Removed by mod
People don’t realize how ephemeral information is. How much information from the internet you think will survive 200 years from now?
On the one hand, what a tragedy. On the other hand, thank fuck.
Removed by mod
It’s an interesting thought experiment. We could preserve specific data if we cared to. But as others have echoed, with dynamic content delivery systems, editable forum and social media posts, and in some cases, the ability to petition companies to delete your online persona… all of these mean that storing snapshots becomes a more complex problem.
So far we have storage media which is probably good for 100 years or so before the physical medium begins to degrade. We then have to ensure that connections (physical plugs, protocols) are maintained or available 100 years from now. Offline cold storage sites exist but aren’t storing information to preserve human history. Any data that’s been overwritten or lost to dead links on the web may be sitting on a tape in a warehouse somewhere, but unless you know where to look and have the right credentials, it might as well be lost to time.

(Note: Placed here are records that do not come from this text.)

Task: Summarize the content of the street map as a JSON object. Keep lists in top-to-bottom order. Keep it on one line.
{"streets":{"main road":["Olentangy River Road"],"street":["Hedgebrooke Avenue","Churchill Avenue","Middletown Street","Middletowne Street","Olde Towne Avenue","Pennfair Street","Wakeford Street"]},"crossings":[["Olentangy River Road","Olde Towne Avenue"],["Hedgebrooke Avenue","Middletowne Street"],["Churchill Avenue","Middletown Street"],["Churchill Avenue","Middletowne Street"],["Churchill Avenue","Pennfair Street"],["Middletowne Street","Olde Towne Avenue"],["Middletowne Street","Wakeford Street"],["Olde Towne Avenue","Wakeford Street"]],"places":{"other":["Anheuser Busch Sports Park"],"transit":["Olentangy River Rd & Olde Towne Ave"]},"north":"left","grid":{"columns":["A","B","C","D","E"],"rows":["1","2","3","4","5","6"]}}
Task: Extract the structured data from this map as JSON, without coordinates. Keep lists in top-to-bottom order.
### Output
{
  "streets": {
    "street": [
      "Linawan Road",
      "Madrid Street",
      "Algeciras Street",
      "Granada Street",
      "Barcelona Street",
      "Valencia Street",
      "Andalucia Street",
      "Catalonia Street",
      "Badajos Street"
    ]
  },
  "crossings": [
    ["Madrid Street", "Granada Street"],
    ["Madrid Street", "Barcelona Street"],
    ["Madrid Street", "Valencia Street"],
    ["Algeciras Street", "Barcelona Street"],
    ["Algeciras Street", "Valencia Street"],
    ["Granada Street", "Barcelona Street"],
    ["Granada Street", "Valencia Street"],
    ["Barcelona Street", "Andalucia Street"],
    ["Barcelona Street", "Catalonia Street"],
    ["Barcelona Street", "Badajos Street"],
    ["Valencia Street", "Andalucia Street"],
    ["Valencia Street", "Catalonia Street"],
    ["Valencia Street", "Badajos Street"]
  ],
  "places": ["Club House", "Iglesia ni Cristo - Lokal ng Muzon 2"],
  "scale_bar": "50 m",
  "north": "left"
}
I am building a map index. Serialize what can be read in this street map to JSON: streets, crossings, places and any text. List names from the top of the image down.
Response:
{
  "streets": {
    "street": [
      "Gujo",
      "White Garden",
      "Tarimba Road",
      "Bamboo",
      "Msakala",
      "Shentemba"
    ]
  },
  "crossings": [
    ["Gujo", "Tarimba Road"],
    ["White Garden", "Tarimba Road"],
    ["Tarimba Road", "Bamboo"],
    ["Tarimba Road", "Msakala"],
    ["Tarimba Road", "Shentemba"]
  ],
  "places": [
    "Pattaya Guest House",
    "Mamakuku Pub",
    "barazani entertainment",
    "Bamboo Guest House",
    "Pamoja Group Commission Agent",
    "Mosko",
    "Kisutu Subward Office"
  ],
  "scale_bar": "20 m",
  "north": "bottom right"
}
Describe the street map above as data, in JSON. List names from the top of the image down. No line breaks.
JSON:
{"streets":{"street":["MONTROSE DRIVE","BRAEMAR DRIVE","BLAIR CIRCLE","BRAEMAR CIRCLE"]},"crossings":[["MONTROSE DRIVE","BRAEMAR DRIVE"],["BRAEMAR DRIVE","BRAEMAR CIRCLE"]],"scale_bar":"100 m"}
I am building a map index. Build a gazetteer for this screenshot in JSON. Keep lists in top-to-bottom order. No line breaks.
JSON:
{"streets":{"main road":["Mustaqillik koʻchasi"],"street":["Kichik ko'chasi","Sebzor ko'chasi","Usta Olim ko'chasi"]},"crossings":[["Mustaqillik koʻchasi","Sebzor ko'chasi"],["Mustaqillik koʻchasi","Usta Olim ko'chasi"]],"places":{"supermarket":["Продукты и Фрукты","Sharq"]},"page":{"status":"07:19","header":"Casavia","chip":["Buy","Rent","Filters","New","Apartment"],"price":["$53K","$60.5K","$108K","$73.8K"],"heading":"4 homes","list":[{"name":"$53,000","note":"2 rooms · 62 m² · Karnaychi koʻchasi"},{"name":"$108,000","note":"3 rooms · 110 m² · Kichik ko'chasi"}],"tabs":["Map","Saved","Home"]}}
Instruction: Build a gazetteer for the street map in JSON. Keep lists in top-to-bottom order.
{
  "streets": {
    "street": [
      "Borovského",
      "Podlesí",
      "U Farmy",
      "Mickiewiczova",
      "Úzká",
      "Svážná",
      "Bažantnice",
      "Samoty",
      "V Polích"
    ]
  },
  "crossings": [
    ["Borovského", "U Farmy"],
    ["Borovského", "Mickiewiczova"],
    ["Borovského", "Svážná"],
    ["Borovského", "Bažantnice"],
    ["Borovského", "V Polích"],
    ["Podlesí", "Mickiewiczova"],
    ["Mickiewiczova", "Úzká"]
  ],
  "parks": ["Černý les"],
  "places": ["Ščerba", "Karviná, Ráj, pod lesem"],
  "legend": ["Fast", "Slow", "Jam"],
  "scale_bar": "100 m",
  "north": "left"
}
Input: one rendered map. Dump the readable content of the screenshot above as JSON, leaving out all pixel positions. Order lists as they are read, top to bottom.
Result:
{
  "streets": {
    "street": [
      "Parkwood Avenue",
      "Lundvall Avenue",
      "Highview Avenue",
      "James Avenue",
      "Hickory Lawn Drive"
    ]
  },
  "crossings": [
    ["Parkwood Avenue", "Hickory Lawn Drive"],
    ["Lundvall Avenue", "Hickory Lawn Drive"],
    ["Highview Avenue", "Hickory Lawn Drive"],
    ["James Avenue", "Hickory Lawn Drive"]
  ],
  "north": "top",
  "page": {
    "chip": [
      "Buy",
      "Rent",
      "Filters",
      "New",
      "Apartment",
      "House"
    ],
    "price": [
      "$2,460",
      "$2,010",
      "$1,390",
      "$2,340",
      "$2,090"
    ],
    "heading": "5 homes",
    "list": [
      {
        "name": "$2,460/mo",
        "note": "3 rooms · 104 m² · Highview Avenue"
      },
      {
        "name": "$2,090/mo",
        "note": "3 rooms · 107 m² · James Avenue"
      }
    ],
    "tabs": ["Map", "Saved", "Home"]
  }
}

Cached webpages were lowkey clutch. Helped with some reddit posts that had deleted posts I needed tech help with.
While sucky, this feels inevitable.
With LLMs and the massive wave of spam coming out right now make caching content way more expensive. And then Google gains no value from this. Long tail spam attacks are already strangling google lately.
I think the only way to run a search engine in the mid 2020s is to download the data, process the page in memory, extract to metadata+embeddings and store only those. There’s no value in storing the rendered page offline for later analysis since you’re likely not doing that later analysis.
Internet Archive hopefully can fare better by being curated by humans and storing data infrequently when important, whereas Google needs to scan a lot of info frequently with nearly no human input.